Fils du peuple : les Israélites en général, en opposition aux sacrificateurs et Lévites ; 2 Chroniques 35.5 ; 2 Chroniques 35.7.
On a supposé qu’il y avait devant cette porte un marché, où le sabbat était violé d’une manière d’autant plus coupable que cela se passait tout près du temple et comme sous les yeux de Jéhova.
À ne pas porter des fardeaux. Ces mots s’adressent non seulement à ceux qui portent (manœuvres et domestiques), mais aussi a ceux qui font porter (maîtres et riches) et même à ceux qui laissent porter (les magistrats et rois qui eussent dû empêcher ces violations du commandement divin). Comparez Néhémie 12.15-22.
La mention des violations des père ; rappelle combien le mal est ancien et invétéré.
On peut s’étonner que le prophète attache de si grandes bénédictions à l’observation d’un commandement aussi particulier que celui du sabbat ; il semble, d’après ses paroles, qu’il suffirait d’être fidèle sur ce seul point pour que tous les malheurs annoncés fussent conjurés. C’est que, en effet, l’observation sincère et loyale de ce seul devoir envers Dieu conduirait à celle de tous les autres.
Le prophète pense à l’une de ces processions triomphales semblables à celle racontée 2 Chroniques 20.27-28 et qui n’appartiennent qu’à un temps de prospérité nationale.
Des princes. À proprement parler, les rois seuls sont assis sur le trône. Mais les membres de leur famille partagent indirectement cet honneur.
La restauration du culte cérémonial est présentée ici, non comme la condition de la restauration future, mais comme une glorieuse promesse. C’est un privilège que de rendre à Dieu l’hommage du culte.

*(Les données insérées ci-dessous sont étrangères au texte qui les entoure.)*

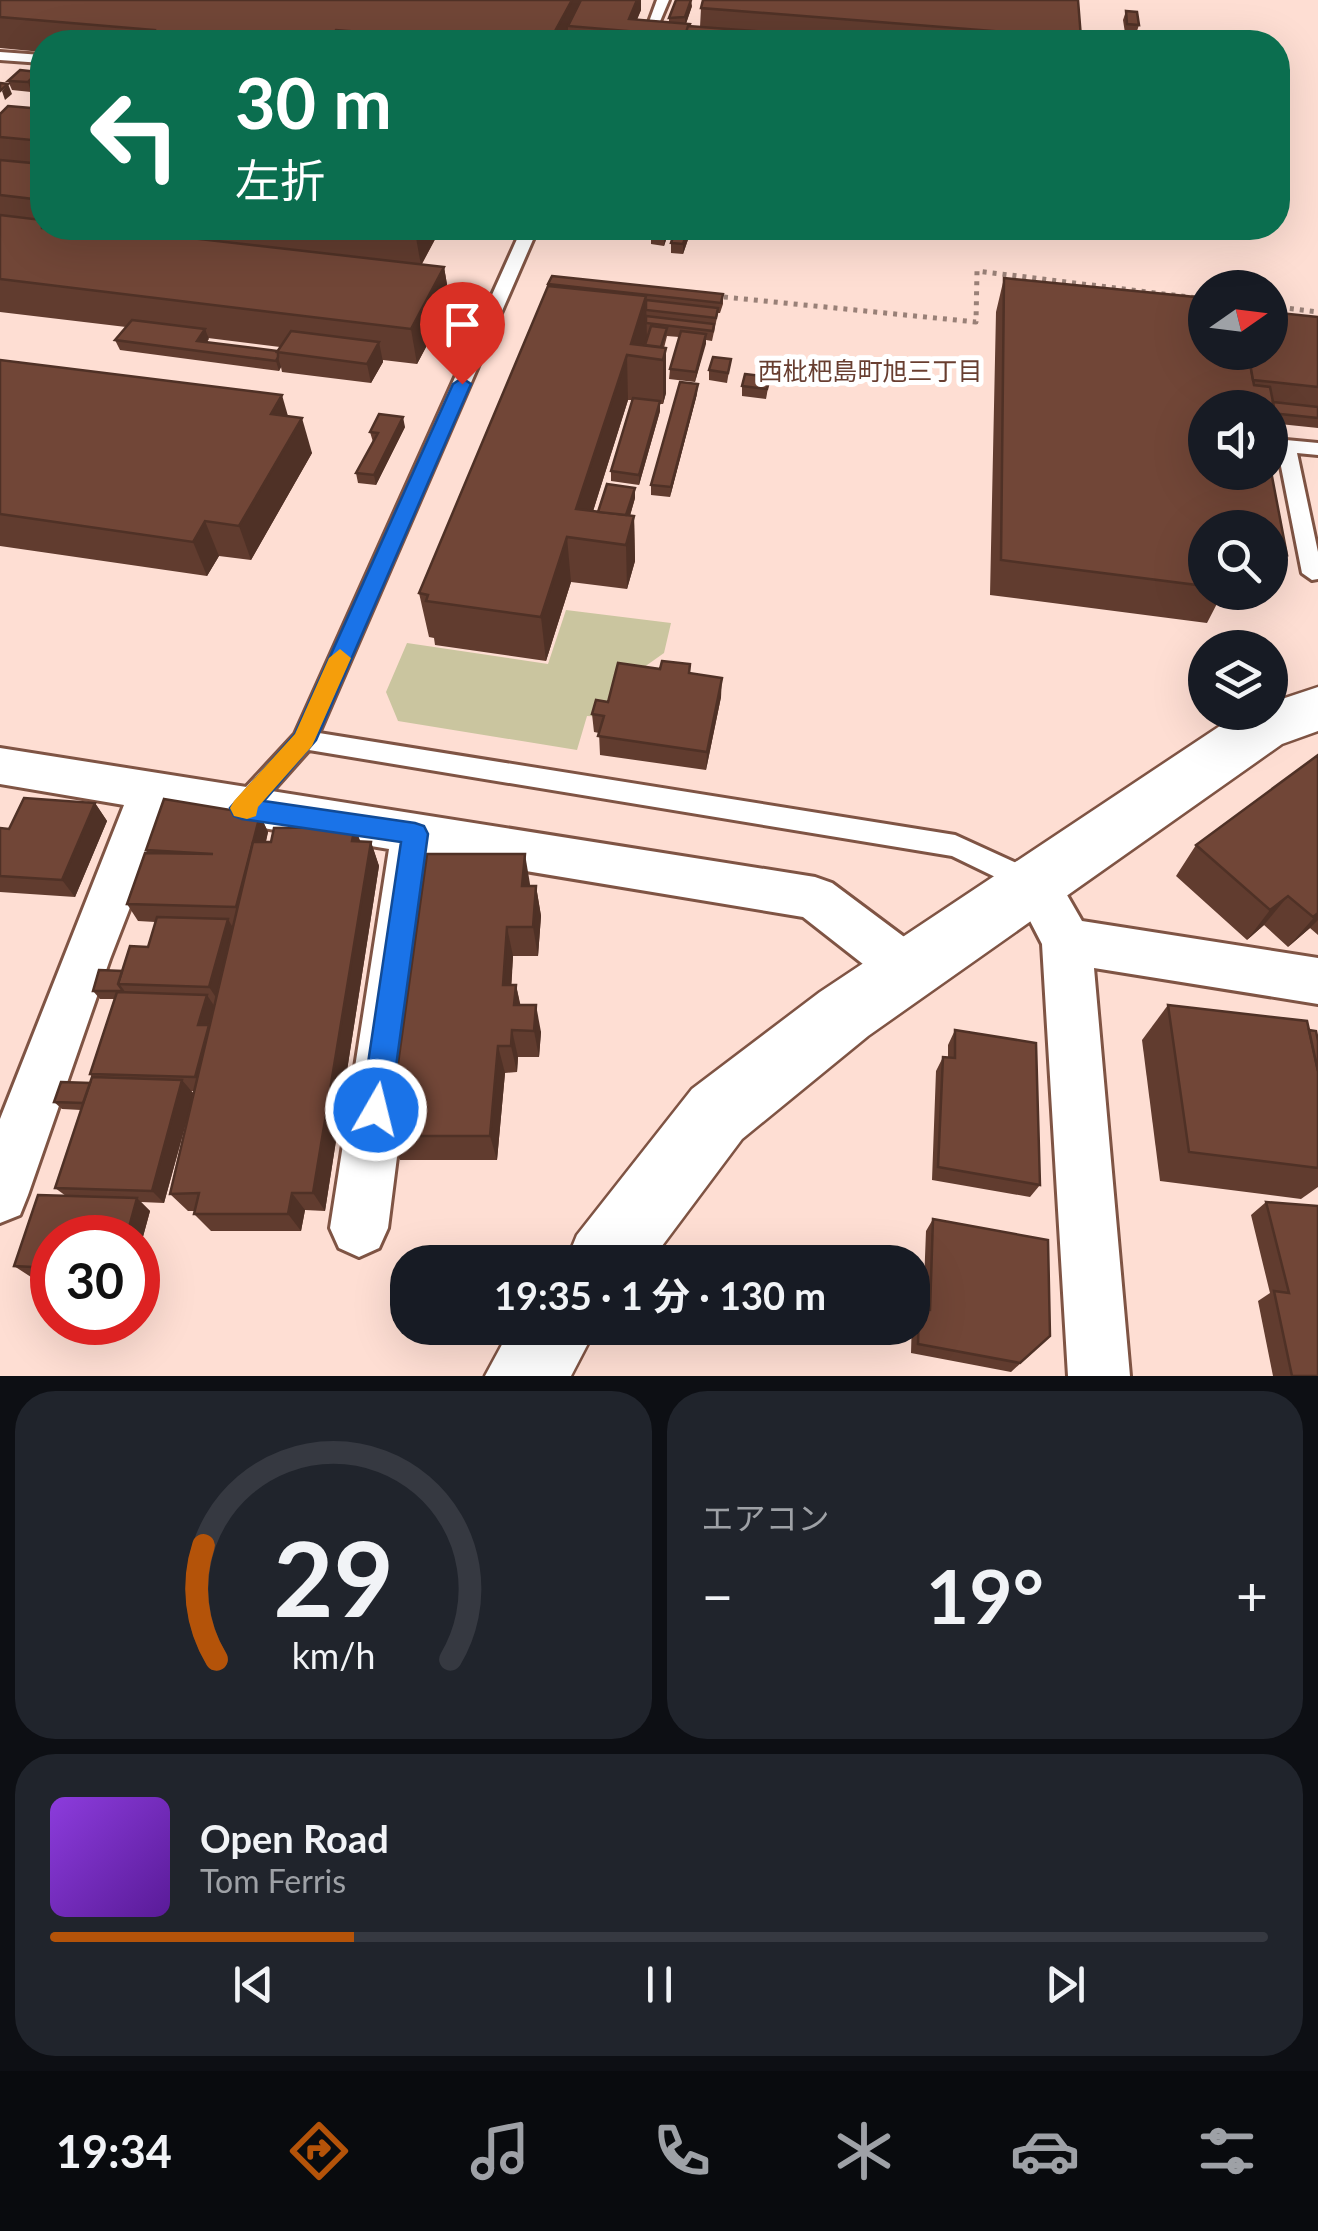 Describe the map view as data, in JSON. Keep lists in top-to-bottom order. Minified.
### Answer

Jérusalem redeviendra alors le centre religieux de toutes les contrées environnantes. La même énumération des districts du royaume de Juda se retrouve Jérémie 32.44 :
Cette parole, déjà citée précédemment à propos de Jérémie 7.22, prouve bien que dans ce dernier passage Jérémie n’entendait nullement condamner les sacrifices comme tels.
Actions de grâces : ce sera le sentiment qui inspirera toutes ces cérémonies. Les sacrifices sont partagés, ici comme dans la loi, en offrandes sanglantes et non sanglantes.